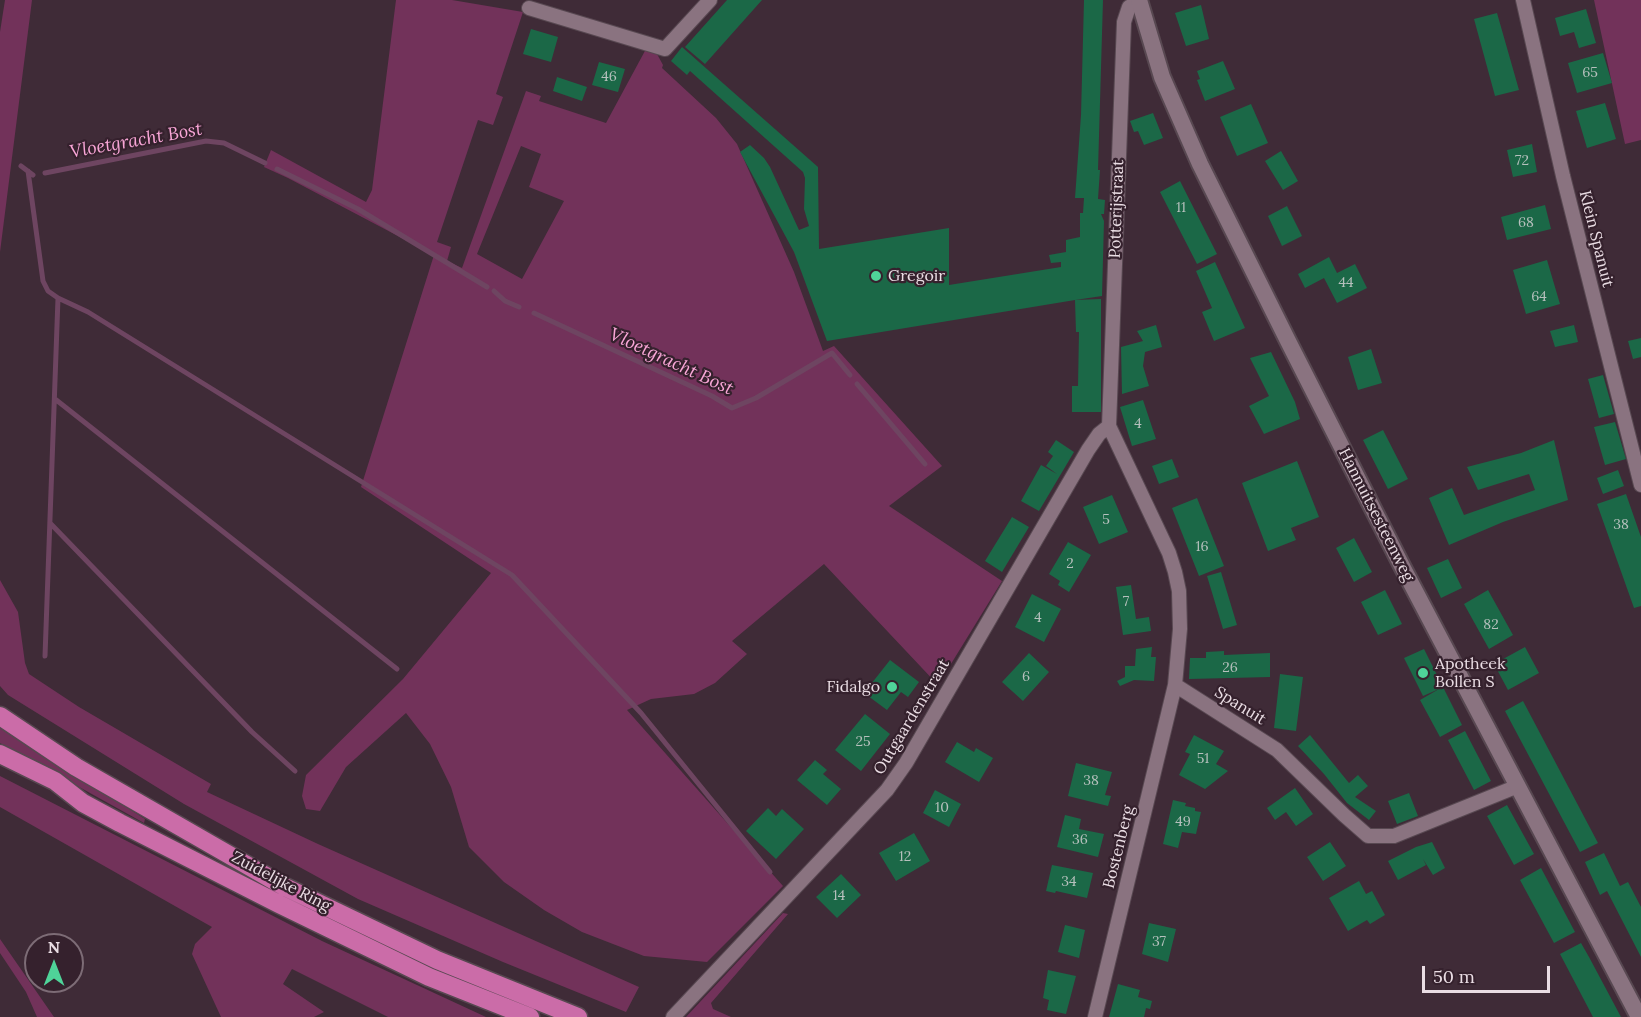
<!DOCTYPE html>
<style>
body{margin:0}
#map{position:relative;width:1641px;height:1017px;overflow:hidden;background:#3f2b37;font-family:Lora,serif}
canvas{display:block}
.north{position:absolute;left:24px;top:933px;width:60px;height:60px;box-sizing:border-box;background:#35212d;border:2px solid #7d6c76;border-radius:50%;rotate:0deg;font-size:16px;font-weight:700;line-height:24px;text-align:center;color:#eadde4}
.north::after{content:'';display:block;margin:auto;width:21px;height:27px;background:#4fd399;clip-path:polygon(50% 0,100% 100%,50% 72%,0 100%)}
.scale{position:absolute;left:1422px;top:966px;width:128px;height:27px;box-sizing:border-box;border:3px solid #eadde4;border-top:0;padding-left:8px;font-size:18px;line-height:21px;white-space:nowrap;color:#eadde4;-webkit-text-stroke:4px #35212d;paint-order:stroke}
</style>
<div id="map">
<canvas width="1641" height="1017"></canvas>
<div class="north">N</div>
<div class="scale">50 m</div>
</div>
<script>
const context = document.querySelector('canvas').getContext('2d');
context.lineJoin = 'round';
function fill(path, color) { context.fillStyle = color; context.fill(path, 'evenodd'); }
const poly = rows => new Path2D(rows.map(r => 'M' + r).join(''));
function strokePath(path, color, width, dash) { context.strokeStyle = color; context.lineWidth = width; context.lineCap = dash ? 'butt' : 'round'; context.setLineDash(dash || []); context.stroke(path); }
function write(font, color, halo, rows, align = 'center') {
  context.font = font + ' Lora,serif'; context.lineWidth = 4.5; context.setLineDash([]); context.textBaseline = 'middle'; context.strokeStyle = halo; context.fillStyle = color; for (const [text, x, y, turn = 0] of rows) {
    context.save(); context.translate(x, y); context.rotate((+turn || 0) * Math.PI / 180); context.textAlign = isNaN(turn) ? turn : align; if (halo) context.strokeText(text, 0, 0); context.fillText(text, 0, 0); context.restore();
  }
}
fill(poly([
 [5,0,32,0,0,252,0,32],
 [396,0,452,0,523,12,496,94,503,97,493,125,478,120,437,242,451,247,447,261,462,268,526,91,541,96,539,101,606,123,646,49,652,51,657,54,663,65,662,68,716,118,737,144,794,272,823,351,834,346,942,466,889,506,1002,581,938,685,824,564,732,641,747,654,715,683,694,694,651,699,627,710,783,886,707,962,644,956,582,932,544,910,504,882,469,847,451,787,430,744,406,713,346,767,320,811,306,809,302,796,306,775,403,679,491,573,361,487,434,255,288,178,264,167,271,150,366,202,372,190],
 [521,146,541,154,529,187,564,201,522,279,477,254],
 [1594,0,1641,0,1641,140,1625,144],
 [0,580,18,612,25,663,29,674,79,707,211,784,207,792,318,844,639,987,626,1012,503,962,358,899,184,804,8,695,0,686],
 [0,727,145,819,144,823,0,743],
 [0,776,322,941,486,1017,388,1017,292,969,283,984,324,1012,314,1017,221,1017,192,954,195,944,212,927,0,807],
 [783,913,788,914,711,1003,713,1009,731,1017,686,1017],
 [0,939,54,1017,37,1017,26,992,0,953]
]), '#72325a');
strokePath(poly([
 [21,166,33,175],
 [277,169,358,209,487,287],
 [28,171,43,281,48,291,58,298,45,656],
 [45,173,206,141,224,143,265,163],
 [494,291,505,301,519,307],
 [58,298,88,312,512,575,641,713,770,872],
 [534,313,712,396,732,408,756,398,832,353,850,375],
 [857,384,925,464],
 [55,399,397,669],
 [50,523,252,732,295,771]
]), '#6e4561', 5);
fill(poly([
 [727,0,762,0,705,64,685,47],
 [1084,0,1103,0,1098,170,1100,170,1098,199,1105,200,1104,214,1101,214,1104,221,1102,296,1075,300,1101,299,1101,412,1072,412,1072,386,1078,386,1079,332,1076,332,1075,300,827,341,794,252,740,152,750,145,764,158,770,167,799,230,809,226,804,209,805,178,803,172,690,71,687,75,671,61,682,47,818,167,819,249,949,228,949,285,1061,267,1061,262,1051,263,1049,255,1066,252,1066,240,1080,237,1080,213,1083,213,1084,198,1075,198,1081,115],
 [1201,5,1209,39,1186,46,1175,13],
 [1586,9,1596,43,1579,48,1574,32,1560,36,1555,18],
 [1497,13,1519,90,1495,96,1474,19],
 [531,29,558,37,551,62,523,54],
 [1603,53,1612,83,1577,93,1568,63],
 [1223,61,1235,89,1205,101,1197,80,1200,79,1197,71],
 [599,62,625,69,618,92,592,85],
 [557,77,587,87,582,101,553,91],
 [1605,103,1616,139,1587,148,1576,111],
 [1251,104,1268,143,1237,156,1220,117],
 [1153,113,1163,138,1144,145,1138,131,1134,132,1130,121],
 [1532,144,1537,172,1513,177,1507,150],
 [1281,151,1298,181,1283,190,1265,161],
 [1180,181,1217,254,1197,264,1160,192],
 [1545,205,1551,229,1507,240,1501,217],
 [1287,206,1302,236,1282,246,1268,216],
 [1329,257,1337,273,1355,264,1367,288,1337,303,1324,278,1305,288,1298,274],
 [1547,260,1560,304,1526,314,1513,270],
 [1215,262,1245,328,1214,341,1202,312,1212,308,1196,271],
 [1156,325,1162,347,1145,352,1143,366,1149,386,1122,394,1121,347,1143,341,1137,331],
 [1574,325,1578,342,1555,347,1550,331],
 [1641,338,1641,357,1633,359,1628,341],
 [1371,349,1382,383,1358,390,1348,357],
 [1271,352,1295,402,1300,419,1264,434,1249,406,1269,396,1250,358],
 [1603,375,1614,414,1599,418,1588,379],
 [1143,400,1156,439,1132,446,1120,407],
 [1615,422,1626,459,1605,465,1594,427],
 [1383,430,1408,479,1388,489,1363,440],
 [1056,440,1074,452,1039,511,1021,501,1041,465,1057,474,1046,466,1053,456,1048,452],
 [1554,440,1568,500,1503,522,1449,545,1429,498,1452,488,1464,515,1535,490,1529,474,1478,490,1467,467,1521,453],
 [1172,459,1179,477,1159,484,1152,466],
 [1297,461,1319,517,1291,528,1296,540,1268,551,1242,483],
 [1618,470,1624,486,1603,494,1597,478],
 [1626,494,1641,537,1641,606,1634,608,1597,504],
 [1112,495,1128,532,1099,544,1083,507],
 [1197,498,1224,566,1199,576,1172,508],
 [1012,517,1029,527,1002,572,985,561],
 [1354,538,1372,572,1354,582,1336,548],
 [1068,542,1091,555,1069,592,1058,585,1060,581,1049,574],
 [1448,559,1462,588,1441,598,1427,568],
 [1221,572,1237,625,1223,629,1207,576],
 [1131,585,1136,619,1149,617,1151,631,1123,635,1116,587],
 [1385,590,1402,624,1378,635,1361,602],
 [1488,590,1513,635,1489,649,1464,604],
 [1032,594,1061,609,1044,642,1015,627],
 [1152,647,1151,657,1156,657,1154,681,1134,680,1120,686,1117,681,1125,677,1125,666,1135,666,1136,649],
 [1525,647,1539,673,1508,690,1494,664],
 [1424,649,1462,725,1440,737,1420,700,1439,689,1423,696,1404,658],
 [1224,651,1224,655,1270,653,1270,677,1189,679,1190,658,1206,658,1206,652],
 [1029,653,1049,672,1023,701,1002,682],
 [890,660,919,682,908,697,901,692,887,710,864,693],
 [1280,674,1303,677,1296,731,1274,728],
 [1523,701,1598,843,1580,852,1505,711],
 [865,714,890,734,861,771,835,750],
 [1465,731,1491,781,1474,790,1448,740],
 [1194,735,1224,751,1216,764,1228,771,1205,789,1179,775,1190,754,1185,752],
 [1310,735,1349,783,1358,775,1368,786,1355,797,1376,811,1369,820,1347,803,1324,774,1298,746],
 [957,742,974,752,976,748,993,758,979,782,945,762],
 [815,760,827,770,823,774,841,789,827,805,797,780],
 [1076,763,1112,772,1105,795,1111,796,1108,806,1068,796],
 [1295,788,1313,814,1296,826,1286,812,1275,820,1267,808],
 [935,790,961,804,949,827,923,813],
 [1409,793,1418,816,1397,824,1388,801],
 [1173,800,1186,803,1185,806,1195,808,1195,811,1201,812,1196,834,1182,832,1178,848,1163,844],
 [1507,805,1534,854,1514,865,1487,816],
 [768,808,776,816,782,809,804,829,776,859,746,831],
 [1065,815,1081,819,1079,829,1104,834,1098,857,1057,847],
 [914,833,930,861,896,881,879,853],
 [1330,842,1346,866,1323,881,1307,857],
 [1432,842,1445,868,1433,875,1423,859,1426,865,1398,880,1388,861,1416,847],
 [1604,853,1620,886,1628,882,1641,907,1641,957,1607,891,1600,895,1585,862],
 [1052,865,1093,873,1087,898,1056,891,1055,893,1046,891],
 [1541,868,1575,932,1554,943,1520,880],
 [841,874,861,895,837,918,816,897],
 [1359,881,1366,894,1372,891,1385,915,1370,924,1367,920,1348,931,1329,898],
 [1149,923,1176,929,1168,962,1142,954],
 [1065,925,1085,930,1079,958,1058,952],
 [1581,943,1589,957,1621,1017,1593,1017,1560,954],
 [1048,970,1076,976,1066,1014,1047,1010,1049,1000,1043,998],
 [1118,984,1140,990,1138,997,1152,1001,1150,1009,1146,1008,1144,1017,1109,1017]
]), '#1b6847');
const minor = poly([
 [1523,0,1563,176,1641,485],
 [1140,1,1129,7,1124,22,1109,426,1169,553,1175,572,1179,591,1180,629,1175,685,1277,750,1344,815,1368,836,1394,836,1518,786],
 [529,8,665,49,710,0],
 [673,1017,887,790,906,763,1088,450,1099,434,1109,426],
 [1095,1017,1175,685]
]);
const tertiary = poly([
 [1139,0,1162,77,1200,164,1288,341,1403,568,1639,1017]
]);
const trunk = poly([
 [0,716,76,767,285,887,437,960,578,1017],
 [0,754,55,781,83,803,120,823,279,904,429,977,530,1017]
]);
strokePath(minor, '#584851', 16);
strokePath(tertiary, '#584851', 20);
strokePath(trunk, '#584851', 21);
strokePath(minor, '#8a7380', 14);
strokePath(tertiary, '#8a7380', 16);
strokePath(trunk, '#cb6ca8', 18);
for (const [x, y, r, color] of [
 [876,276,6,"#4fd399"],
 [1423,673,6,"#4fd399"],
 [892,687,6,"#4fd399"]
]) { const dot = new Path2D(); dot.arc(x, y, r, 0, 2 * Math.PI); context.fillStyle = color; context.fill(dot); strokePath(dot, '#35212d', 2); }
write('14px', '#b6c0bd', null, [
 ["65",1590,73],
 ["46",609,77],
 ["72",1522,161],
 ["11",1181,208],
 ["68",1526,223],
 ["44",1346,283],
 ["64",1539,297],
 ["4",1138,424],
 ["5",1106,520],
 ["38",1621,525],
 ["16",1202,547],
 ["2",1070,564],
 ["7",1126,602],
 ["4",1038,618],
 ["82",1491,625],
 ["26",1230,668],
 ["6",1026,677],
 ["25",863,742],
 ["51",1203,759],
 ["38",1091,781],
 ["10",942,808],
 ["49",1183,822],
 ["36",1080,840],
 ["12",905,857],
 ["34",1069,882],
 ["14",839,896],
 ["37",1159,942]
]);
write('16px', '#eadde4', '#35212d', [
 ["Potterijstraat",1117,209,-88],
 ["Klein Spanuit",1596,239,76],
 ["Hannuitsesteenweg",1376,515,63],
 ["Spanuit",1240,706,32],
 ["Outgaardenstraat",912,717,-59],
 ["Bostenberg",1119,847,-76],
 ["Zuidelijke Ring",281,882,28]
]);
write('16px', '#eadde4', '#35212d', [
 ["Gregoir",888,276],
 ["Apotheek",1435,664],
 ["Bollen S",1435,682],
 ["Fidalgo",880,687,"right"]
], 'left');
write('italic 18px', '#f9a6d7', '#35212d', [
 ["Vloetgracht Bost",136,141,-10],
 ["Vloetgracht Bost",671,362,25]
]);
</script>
- - -
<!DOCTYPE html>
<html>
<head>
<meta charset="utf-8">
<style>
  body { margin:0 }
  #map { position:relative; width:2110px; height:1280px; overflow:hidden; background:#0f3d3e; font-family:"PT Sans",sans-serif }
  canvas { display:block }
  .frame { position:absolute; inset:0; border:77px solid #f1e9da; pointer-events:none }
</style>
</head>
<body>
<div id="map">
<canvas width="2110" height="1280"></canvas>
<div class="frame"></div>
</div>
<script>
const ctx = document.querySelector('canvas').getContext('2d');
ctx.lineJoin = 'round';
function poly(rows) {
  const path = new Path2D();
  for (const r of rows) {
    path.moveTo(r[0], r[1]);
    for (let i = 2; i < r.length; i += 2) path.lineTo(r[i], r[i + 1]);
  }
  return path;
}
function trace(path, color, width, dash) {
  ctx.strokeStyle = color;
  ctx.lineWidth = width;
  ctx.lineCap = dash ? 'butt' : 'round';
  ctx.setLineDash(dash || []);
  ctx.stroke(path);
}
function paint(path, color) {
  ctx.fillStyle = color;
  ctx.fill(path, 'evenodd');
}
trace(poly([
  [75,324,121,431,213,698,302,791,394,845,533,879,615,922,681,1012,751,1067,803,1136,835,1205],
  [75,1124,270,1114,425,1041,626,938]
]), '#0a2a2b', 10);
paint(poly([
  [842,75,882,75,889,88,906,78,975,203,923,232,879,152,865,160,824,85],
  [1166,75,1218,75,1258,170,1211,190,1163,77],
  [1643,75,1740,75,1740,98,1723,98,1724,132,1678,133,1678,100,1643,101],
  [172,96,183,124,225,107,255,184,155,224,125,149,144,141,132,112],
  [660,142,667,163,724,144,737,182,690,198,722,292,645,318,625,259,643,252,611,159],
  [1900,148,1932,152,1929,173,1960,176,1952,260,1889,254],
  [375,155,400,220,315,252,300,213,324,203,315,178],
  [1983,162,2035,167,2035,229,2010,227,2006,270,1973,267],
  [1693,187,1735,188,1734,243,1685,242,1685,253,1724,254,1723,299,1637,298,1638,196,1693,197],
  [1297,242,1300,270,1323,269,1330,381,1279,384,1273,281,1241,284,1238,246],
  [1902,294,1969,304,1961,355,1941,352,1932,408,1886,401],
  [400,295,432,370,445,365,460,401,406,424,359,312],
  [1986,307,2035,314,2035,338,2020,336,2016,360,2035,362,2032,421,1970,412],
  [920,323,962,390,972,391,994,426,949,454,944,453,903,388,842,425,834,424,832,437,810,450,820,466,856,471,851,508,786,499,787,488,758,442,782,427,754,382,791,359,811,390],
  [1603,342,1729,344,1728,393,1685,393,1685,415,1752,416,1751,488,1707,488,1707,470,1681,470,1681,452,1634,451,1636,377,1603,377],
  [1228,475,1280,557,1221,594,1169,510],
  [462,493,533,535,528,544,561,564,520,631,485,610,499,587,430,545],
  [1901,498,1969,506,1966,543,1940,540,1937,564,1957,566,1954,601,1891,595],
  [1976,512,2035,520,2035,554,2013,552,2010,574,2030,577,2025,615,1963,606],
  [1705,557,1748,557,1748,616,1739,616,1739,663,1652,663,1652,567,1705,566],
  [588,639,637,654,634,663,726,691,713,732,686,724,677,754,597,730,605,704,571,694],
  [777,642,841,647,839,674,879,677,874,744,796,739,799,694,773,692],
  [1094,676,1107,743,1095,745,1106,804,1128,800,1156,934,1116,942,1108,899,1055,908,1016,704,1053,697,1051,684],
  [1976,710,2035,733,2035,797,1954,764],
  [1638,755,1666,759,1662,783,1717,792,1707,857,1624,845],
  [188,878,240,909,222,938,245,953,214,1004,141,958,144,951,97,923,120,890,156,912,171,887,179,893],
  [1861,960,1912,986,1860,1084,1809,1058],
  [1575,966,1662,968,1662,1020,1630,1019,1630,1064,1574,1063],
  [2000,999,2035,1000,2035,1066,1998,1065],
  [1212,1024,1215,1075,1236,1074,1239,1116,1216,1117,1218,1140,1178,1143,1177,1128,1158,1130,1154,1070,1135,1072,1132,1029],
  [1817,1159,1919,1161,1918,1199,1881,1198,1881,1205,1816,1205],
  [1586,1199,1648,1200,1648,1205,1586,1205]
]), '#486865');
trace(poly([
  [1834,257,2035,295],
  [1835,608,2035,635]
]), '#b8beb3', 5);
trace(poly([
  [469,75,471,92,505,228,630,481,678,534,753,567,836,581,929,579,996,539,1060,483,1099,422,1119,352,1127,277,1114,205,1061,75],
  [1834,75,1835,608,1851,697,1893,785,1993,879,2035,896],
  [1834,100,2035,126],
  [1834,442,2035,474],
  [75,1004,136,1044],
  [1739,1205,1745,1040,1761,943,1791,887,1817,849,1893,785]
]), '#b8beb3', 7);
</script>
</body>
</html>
- - -
■ Required action ■
Each line in the data that holds the string "family" needs to be copied.

■ Answer space ■
#map{position:relative;width:1641px;height:1017px;overflow:hidden;background:#3f2b37;font-family:Lora,serif}
  #map { position:relative; width:2110px; height:1280px; overflow:hidden; background:#0f3d3e; font-family:"PT Sans",sans-serif }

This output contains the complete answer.